Smarter and richer people, and men, have far more accurate estimates - this isn't out of line with fairly standard findings on other kinds of knowledge. Older cohorts were more accurate. 

Republicans, conservatives, and social conservatives were more accurate, which is inconsistent with the ideological hypothesis that "gay terror" would lead to overestimating the proportion of homosexuals in the population. And while "we shouldn't change everything for a small minority" would be consistent with social conservatives having a lower estimate than social liberals, which is true, it is not consistent with social conservatives still overestimating the population proportion more than five times over. 

Intriguingly, while social liberals more greatly overestimate population proportions, those favouring bans on gay and lesbian relations overestimate population proportions relative to those believing that gay and lesbian relations should be legal. This is likely (hopefully) an artefact of very small proportions of the population believing that gay and lesbian relations (not marriage, but relations) should not be legal. 

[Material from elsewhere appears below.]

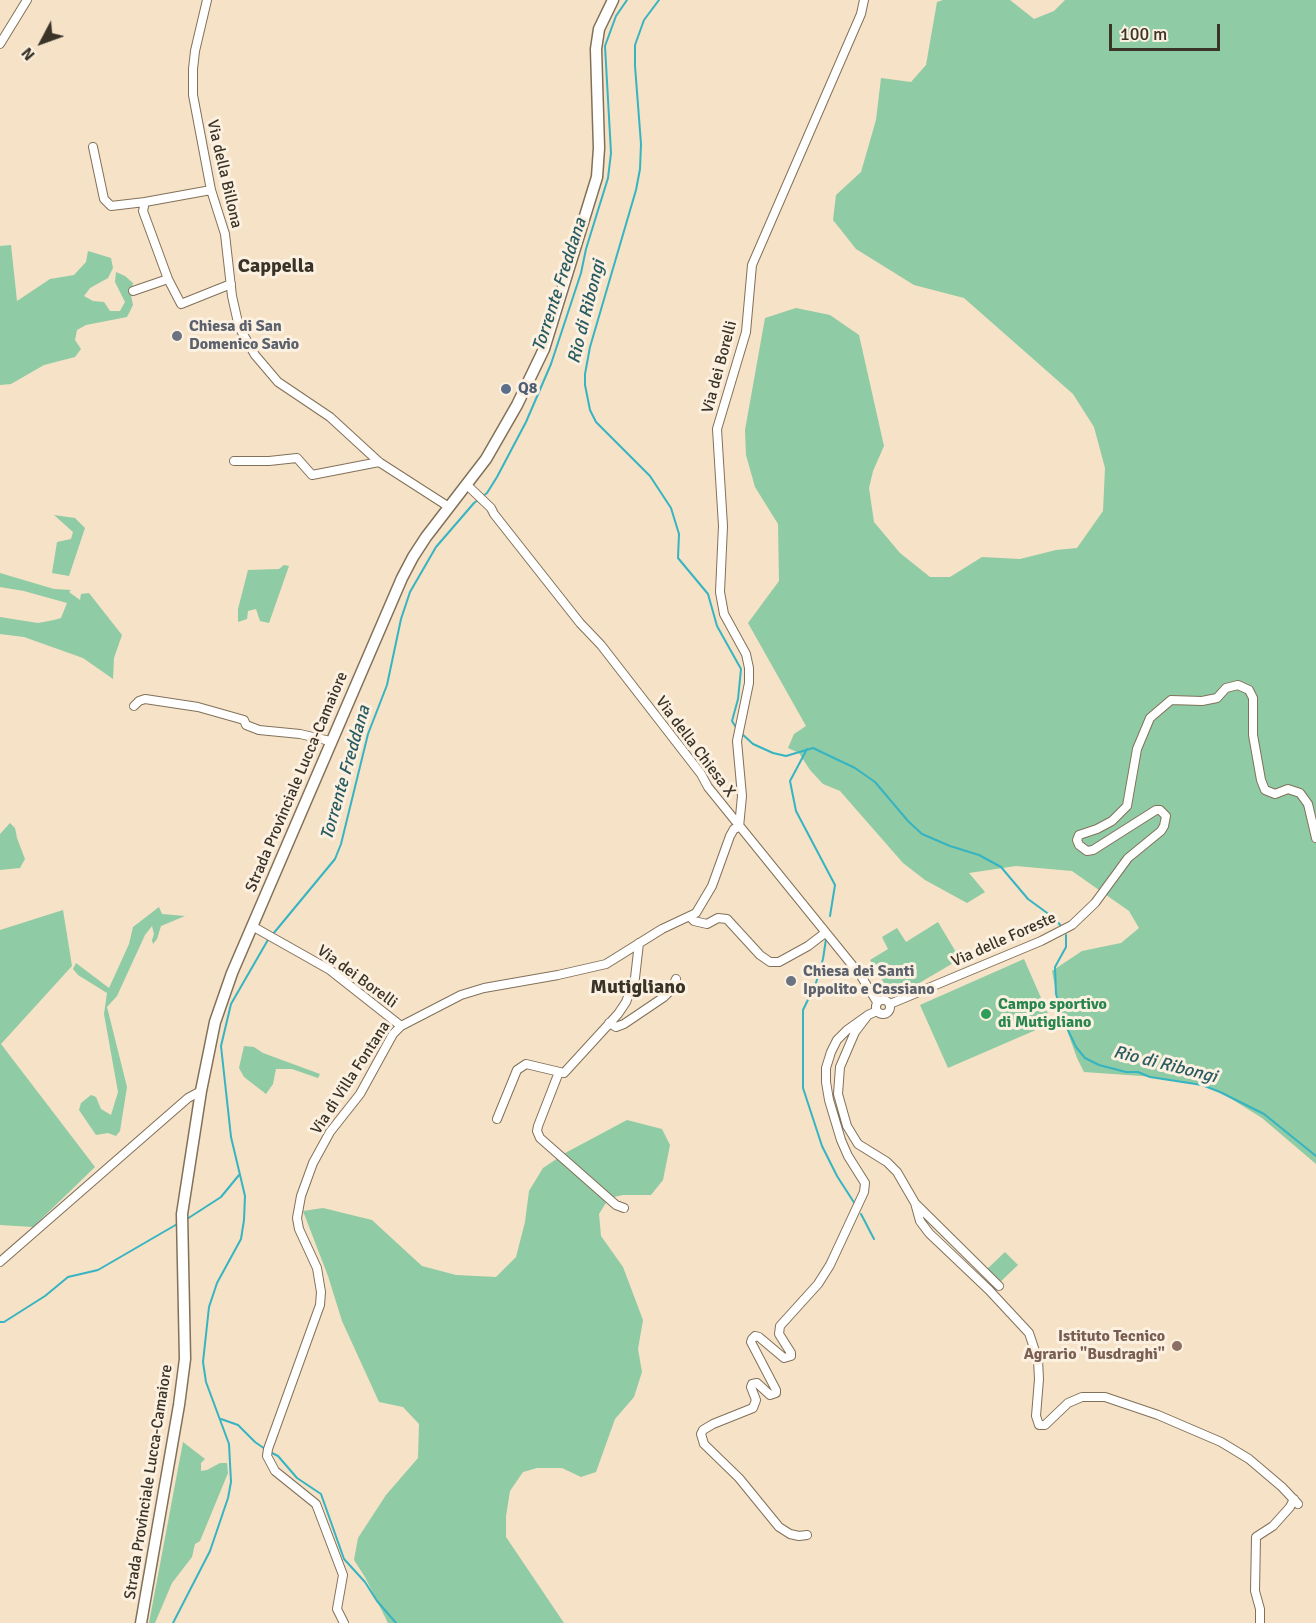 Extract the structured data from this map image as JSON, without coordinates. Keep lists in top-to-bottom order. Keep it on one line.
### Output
{"streets":{"main road":["Strada Provinciale Lucca-Camaiore"],"street":["Via della Billona","Via dei Borelli","Via della Chiesa X","Via delle Foreste","Via di Villa Fontana"]},"crossings":[["Via della Billona","Strada Provinciale Lucca-Camaiore"],["Via dei Borelli","Via della Chiesa X"],["Via dei Borelli","Strada Provinciale Lucca-Camaiore"],["Via dei Borelli","Via di Villa Fontana"],["Via della Chiesa X","Strada Provinciale Lucca-Camaiore"],["Via della Chiesa X","Via delle Foreste"],["Via della Chiesa X","Via di Villa Fontana"]],"districts":["Cappella","Mutigliano"],"water":["Torrente Freddana","Rio di Ribongi"],"places":["Chiesa di San Domenico Savio","Q8","Chiesa dei Santi Ippolito e Cassiano","Campo sportivo di Mutigliano","Istituto Tecnico Agrario \"Busdraghi\""],"scale_bar":"100 m","north":"bottom left"}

The data seems to give weak support to my candidate hypothesis #1, though it is completely indistinguishable from a dozen potential alternative hypotheses about intelligence, education, and accuracy in estimating things. It would be interesting to partial out the effects of education, age, gender, income, partisanship and ideology; alas, they give cross-tabs instead of regression coefficients.

Suppose that you favour gay rights, as I do. Would accurate perceptions of population proportions tend to increase or decrease support for gay rights? The estimate among those favouring same-sex marriage is just a titch higher than that among those opposing it, but at the same time college grads and postgrads have a smaller degree of overestimation and, I would expect, are more likely to support same-sex marriage. Only the partial derivative of the overestimate on the likelihood of supporting same-sex marriage in a probit would tell for sure.

Update: Chris Auld very helpfully points to work suggesting that correcting for under-reporting could roughly double the number. The sample in the paper is not representative, so we shouldn't extrapolate from their reported levels, but the magnitude of under-reporting is plausible. But even if under-reporting got us all the way to 10% in the full sample (7% seems more likely), that's still miles away from 20%.